С другой стороны, за долгую работу в милиции настоящие уголовники привыкли к нему. Уважали его за личную храбрость, за то, что он и в самом деле не брал взяток, и за то, что он никогда не обманывал и не обещал сделать того, чего он не считал возможным сделать. Точнее сказать — никогда не обманывал, когда обман имел шанс раскрыться.
Сейчас он шел к дому известного вора Тико, который был, хотя дважды попадался и сидел, одним из самых дерзких и хитрых людей своей профессии.
Несколько месяцев тому назад в Лечкопе, в пригороде Мухуса, был ограблен магазин, и начальник милиции по некоторым малозаметным признакам заподозрил, что это дело рук Тико.
В ту же ночь кинулись за ним, но сестра его сказала, что он с вечера ушел кутить к знакомому греку Тико жил один с сестрой. В ту же ночь милиция нагрянула к этому греку, но, разумеется, все застольцы утверждали, что Тико с вечера никуда не выходил из-за стола. Да и как он мог уйти, товарищи милиционеры, когда его выбрали тамадой? Грек грека никогда не продаст, за исключением тех случаев, когда грек работает в милиции тайным осведомителем. Именной такой, и притом самый его толковый, осведомитель сидел за столом. И он, конечно, ему все рассказал. И все-таки начальник Тико не тронул! И в этом проявился его истинный, тончайший нюх оперативника.
Дело в том, что по составу пирушки и дому, где она происходила, его осведомителя не должны были туда приглашать. Сам он туда не напрашивался. И вдруг напоролся на пирушку, откуда Тико ушел на грабеж и куда он потом вернулся. И тогда начальник вычислил, что его осведомителя кто-то из сидящих на этой пирушке тихо вычисляет. А Тико, сам того не ведая, служит приманкой. Если Тико возьмут, его лучший осведомитель накрылся. Его бедный пиндос так усердно следил за преступниками, что не заметил, как один из них уже сам идет по его следу. И начальник, спасая своего лучшего осведомителя, не тронул Тико, и Тико теперь ему понадобился. Так кто же достоин своего места, он, начальник, или этот зестафонский выскочка?

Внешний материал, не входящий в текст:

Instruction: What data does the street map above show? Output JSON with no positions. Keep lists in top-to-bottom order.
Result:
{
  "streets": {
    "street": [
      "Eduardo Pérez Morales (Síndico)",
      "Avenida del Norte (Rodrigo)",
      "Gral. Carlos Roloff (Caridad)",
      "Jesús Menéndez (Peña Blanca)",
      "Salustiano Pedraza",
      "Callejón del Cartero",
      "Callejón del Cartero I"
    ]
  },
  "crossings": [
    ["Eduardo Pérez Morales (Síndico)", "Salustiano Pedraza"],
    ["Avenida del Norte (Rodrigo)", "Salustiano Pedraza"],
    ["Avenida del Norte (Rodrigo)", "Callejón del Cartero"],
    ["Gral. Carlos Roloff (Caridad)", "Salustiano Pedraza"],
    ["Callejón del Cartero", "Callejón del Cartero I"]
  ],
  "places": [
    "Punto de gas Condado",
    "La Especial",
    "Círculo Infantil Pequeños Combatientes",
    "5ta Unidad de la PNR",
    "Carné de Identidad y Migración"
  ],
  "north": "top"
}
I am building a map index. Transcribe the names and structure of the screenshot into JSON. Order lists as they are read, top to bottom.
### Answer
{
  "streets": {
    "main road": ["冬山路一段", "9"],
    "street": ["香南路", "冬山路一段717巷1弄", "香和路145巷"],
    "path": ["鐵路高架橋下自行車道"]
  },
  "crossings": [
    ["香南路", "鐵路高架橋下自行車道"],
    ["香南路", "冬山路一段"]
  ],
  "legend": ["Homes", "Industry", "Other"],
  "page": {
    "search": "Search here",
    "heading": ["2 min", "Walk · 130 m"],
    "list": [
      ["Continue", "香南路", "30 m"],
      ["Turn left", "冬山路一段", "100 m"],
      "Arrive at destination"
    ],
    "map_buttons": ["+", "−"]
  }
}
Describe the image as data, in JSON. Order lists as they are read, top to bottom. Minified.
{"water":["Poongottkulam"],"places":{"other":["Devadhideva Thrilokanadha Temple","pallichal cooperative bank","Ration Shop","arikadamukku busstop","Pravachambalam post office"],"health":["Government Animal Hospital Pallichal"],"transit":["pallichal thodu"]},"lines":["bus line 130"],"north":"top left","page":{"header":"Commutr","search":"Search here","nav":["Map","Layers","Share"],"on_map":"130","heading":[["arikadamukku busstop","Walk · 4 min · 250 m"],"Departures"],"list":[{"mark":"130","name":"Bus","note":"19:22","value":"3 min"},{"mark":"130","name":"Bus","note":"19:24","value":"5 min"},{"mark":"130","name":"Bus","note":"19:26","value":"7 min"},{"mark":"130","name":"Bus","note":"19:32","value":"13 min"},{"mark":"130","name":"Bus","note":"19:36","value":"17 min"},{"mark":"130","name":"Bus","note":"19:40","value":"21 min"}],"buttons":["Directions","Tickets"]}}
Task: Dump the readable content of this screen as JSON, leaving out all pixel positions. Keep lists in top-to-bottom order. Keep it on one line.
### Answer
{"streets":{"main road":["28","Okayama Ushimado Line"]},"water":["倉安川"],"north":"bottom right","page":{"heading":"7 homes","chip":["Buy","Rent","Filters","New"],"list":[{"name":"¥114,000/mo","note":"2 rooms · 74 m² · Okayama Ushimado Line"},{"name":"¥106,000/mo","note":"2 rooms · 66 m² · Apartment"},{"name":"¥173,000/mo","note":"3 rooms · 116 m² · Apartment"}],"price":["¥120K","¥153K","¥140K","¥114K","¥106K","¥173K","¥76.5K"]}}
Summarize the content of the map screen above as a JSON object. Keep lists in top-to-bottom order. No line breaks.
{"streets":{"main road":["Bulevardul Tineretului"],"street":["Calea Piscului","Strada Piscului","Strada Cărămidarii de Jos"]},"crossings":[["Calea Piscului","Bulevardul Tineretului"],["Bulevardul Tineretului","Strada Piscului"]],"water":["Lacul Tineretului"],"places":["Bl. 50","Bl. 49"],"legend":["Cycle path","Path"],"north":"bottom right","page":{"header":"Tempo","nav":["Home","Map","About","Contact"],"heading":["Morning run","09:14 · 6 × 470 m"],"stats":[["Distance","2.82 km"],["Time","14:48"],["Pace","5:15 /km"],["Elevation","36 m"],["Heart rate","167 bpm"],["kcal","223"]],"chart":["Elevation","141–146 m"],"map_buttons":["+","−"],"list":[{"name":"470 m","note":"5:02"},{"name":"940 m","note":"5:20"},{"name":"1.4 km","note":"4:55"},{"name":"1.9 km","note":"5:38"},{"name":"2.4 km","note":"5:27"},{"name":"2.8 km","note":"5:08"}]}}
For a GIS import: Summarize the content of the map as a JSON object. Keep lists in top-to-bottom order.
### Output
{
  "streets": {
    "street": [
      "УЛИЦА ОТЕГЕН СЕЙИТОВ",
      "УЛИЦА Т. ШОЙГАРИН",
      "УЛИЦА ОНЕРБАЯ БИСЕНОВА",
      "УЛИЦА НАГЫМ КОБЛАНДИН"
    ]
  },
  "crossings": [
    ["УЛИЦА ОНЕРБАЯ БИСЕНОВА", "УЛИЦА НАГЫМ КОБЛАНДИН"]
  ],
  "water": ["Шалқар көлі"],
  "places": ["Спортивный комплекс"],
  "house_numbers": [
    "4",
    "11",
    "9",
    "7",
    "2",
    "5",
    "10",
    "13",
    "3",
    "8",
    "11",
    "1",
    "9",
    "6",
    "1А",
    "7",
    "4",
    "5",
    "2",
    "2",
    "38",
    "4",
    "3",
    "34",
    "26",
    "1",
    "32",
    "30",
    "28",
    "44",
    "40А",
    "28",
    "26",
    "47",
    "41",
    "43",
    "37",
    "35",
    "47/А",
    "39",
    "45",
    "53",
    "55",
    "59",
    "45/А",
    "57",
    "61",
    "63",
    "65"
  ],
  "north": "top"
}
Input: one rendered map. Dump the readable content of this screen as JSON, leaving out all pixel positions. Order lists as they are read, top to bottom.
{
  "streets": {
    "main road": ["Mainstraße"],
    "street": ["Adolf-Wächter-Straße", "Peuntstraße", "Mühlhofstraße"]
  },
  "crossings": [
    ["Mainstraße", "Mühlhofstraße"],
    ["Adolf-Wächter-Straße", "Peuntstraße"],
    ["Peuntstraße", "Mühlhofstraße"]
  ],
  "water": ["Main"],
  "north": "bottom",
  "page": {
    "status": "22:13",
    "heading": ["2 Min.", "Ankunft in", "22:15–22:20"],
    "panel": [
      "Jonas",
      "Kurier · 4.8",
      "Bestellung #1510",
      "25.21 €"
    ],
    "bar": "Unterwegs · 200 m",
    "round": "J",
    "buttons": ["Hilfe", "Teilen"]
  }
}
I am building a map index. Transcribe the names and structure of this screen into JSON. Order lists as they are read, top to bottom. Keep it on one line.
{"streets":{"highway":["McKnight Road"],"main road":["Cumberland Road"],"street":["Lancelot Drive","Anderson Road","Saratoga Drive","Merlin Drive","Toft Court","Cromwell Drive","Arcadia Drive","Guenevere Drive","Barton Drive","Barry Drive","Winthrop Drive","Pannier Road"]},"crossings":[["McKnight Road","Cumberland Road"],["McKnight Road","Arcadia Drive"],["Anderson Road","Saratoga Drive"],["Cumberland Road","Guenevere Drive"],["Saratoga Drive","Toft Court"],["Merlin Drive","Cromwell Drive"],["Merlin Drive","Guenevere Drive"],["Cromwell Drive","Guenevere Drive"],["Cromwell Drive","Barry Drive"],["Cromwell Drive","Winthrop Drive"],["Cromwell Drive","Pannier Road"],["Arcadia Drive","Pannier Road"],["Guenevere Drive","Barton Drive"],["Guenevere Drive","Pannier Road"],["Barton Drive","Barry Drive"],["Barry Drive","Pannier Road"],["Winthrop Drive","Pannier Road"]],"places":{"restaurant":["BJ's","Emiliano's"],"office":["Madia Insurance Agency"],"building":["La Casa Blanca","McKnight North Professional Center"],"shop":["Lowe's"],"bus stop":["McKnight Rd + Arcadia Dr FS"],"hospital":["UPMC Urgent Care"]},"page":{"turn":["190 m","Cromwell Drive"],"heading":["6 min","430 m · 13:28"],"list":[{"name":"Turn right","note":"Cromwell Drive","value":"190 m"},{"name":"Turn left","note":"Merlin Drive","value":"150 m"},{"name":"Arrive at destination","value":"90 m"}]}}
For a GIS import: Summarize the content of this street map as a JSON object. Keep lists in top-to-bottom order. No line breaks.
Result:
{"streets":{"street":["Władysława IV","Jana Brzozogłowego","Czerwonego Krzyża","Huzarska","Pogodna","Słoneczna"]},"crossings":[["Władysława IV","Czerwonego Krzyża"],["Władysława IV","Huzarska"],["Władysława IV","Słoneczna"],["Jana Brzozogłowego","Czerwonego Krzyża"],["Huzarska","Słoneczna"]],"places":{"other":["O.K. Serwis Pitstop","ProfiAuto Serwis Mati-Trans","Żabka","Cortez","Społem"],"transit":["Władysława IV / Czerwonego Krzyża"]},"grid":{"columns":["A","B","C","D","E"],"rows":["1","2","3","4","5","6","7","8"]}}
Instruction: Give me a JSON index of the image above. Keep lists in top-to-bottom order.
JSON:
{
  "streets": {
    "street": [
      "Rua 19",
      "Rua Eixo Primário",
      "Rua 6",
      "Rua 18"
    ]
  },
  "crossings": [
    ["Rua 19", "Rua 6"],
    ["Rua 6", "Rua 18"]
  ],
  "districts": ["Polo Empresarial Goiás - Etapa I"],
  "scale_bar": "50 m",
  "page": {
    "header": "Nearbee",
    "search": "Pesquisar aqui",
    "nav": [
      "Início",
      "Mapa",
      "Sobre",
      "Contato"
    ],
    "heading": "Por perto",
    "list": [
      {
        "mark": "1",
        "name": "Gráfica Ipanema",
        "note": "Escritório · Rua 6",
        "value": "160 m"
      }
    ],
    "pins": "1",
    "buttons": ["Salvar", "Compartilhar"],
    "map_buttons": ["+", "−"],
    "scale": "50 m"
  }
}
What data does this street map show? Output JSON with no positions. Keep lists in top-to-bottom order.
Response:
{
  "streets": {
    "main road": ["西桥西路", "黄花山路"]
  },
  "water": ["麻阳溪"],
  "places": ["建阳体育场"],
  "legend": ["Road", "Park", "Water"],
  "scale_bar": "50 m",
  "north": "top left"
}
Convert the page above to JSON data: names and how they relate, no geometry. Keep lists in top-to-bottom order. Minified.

…В передней запах жареной рыбы ударил в ноздри. Худенькая чернявенькая сестра Тико жарила на мангале хамсу.
— Вы, греки, без хамсы жить не можете, — сказал он и, пуская в ход свое обаяние, слегка потрепал некрасивую девушку за ушко, — калон карица, андроник кехо? (Хорошая девушка, а парня нет?)
— Парень был бы, — по-русски важно ответила девушка, поддевая ножом и переворачивая в сковородке хамсу, — брат строгий.
— Правильно, — сказал начальник, — вас нужно в строгости держать. А где твой строгий брат?
— Спит, — сказала она.
— Твой брат, как волк, — шутливо сказал начальник, — днем спит, а ночью охотится.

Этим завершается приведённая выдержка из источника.